Anyone who knows movie comedies of the 1980s knows David Zucker. As a director, right out of the gate, he delivered four iconic comedy classics – the legendary “Airplane!” (aka. “Flying High”), “Top Secret!,” “Ruthless People,” and the iconic “The Naked Gun”.
He also worked as a writer and/or producer on those films along with the likes of “BASEketball,” “The Kentucky Fried Movie” and the “Scary Movie” franchise. He knows his style of broad and slapstick comedy quite well, but in a recent video for Prager U, he says those kinds of films can’t be made today.
Zucker starts off the video by saying: “When we do screenings of Airplane! we get the question if we could do Airplane! today. The first thing I could think of was, ‘Sure, just without the jokes.'”. He then goes on to talk about the state of comedy in films today:
“My current writing partner Pat Proft and I wrote a parody of James Bond and Mission: Impossible. One female executive said, ‘This joke is getting pretty risque here.’ It was a mild joke about the lead female character. Because she had come up through the police department and through the FBI…she needed a breast reduction to fit into the kevlar vest.
It was pure oatmeal, so mild. Not one of our funniest things, but [even] this was too much. I thought, ‘If this was the criteria for it, we’re in big trouble.’ They’re destroying comedy because of 9% of the people who don’t have a sense of humor.”

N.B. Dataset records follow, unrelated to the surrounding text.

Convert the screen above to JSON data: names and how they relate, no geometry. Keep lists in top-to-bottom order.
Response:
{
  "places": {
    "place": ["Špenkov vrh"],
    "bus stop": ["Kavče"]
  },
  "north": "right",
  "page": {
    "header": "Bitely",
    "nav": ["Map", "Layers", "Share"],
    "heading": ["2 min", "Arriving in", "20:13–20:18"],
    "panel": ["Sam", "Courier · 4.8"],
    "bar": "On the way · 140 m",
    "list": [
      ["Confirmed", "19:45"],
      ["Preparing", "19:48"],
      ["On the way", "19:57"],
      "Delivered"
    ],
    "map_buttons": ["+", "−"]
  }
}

Looking back, Zucker says in the old days, they “could be as offensive as we liked. We went where the laughs were. We never thought that we were offending anyone, but if we were offending people we knew we were on the right track.”
Then times changed with the new century, and things that weren’t a worry on “The Naked Gun” or “Scary Movie” suddenly were. He says he still ultimately has hope comedy will come back: “I think there’s a pendulum and it’ll swing back. I’d just like to see comedy filmmakers do comedy without fear…we just want to make people laugh.”